→ What the task asks
Your output should be the lines from the start of the data through the line containing "2px #9c8496) drop-shadow(0", exactly and nothing more.

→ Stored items
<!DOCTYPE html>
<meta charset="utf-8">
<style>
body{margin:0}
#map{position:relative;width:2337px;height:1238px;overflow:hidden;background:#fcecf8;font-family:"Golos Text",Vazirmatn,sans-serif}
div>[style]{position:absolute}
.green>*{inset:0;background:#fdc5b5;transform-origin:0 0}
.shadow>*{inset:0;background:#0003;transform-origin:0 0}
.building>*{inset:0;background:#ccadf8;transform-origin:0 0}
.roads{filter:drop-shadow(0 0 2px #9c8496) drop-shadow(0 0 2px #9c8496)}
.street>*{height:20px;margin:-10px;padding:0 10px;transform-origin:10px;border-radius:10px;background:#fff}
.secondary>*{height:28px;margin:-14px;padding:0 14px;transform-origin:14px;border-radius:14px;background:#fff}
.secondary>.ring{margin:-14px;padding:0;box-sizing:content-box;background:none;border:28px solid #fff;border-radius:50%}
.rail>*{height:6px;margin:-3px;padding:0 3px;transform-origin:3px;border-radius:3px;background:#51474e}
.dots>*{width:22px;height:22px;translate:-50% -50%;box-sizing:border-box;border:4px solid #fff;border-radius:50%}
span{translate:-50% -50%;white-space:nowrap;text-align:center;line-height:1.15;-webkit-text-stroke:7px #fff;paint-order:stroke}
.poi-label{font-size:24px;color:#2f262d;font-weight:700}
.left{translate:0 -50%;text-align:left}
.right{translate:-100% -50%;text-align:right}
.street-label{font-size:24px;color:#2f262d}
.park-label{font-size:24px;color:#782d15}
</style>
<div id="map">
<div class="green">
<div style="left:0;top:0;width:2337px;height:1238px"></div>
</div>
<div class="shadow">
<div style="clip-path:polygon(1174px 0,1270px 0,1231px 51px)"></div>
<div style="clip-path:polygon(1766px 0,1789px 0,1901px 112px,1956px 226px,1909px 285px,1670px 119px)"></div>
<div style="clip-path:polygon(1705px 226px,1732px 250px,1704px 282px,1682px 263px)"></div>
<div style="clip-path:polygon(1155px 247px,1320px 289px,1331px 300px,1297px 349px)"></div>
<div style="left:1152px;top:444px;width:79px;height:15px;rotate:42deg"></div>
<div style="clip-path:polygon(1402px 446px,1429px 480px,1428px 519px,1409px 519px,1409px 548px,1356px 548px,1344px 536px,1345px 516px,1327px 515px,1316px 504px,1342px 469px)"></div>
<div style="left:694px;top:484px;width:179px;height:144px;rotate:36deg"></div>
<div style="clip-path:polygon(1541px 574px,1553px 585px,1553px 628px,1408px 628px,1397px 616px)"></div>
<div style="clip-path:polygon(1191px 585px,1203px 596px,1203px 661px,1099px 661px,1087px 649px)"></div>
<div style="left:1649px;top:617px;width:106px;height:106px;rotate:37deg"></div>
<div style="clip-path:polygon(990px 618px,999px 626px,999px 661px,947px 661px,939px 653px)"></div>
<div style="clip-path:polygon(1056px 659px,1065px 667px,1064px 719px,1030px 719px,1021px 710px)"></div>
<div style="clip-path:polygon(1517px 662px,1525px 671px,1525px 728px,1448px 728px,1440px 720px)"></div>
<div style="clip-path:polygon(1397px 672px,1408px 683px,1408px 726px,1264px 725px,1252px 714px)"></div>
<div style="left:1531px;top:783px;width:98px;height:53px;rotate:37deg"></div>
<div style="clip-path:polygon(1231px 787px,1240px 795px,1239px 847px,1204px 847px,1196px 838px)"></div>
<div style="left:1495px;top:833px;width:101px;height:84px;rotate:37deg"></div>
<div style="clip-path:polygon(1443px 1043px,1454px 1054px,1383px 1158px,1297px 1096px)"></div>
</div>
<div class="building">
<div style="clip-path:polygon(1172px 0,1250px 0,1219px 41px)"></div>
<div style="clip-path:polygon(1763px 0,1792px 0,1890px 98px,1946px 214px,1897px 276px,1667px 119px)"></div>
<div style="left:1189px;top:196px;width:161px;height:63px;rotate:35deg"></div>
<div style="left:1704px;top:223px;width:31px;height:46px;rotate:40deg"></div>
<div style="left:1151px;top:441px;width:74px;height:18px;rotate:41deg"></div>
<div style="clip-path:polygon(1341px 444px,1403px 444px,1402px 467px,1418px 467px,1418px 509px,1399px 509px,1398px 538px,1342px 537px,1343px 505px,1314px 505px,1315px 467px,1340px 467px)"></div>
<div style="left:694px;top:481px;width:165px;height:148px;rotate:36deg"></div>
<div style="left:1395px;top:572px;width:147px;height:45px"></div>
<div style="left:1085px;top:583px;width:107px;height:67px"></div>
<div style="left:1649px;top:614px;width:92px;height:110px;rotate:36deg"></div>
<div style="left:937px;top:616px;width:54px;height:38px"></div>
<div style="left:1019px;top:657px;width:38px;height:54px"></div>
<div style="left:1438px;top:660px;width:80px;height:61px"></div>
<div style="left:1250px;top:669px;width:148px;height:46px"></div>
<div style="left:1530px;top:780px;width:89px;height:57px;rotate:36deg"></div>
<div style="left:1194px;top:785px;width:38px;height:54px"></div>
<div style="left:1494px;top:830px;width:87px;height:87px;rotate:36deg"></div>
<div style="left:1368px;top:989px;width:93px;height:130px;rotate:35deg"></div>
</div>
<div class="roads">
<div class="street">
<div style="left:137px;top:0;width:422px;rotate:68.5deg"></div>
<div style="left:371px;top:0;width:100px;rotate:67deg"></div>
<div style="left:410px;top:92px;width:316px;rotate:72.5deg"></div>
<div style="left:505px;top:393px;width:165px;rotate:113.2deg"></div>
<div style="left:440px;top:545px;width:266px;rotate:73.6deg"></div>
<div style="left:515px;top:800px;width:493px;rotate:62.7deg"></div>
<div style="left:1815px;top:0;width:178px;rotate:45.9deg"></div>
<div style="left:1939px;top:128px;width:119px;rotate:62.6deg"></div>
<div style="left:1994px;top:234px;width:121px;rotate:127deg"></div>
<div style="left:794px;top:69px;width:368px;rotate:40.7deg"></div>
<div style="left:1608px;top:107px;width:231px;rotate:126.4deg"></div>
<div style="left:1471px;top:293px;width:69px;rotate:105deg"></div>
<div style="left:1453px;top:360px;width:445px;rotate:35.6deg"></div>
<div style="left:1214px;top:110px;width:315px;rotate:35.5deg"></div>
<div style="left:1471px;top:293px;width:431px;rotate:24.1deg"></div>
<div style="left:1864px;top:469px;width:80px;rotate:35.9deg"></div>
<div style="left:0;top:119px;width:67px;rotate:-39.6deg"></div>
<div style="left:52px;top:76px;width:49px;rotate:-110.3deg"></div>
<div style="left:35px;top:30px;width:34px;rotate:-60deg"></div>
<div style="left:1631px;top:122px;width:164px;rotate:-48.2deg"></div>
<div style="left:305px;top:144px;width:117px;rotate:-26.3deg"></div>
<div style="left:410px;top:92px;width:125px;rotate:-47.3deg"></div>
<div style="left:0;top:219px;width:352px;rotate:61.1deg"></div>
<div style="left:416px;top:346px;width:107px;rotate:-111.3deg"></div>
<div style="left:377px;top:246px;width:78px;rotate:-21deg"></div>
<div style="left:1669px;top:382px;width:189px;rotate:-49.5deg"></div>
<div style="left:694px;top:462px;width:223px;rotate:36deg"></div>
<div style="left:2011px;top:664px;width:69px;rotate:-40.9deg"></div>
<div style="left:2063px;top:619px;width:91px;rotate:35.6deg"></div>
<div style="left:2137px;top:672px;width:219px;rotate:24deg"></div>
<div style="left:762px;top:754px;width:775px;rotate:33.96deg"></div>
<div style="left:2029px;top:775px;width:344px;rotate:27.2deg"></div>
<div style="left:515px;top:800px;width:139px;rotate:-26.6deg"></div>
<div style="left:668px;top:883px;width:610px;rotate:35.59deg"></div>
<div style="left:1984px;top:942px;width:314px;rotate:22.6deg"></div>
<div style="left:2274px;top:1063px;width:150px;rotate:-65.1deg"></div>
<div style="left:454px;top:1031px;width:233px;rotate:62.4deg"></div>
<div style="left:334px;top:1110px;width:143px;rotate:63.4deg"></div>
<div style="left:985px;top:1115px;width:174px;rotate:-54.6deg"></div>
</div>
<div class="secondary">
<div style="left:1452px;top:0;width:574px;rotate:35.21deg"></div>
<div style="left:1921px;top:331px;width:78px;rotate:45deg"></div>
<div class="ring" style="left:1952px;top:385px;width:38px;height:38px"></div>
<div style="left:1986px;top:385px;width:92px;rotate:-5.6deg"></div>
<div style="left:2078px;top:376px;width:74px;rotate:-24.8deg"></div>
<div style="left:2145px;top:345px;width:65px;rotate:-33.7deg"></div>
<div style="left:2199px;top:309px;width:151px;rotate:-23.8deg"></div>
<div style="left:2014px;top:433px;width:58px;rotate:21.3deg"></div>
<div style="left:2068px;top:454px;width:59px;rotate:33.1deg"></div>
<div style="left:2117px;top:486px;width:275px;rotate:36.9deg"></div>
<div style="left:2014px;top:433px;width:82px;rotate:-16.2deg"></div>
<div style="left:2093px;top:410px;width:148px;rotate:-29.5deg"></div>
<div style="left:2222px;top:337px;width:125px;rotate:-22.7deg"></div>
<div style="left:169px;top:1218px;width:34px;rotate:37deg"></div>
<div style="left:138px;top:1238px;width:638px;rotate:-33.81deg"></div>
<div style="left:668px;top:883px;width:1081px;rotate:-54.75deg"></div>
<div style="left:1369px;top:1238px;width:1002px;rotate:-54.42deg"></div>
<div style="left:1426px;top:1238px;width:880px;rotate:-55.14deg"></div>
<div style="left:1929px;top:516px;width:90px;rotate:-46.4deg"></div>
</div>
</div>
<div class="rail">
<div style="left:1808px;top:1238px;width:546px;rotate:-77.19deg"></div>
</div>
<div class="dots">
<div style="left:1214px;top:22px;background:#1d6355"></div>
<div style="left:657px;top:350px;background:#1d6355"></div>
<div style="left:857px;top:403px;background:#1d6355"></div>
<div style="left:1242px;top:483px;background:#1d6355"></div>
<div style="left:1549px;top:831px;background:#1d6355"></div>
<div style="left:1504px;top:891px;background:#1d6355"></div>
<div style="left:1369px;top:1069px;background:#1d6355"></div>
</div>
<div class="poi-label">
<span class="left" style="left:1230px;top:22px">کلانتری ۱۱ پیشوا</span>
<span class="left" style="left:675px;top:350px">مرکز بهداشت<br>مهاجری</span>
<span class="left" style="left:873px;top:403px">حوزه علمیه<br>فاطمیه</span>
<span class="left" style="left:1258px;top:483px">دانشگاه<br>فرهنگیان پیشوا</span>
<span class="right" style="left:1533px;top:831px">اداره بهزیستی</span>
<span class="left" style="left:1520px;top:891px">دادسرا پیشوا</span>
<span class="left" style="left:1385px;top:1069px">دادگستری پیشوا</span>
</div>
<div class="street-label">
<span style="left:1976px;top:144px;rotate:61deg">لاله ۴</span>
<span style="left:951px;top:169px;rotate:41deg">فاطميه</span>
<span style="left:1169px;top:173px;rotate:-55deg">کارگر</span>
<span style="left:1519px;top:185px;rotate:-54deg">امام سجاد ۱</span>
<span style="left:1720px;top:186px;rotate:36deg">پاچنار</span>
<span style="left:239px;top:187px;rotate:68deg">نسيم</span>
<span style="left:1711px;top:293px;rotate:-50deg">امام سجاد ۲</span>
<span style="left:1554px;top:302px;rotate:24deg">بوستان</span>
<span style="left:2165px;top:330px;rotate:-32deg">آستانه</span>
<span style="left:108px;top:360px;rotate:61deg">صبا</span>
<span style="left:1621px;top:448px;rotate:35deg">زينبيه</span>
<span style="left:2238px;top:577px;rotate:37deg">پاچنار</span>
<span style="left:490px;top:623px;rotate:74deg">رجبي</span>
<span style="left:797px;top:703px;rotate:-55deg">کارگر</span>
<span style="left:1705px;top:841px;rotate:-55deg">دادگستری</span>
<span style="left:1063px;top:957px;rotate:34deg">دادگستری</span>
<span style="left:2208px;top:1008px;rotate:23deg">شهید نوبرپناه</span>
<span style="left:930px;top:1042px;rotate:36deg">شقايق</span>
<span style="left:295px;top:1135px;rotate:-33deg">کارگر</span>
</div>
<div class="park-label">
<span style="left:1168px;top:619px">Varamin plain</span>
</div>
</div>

→ Reply to the task
<!DOCTYPE html>
<meta charset="utf-8">
<style>
body{margin:0}
#map{position:relative;width:2337px;height:1238px;overflow:hidden;background:#fcecf8;font-family:"Golos Text",Vazirmatn,sans-serif}
div>[style]{position:absolute}
.green>*{inset:0;background:#fdc5b5;transform-origin:0 0}
.shadow>*{inset:0;background:#0003;transform-origin:0 0}
.building>*{inset:0;background:#ccadf8;transform-origin:0 0}
.roads{filter:drop-shadow(0 0 2px #9c8496) drop-shadow(0 0 2px #9c8496)}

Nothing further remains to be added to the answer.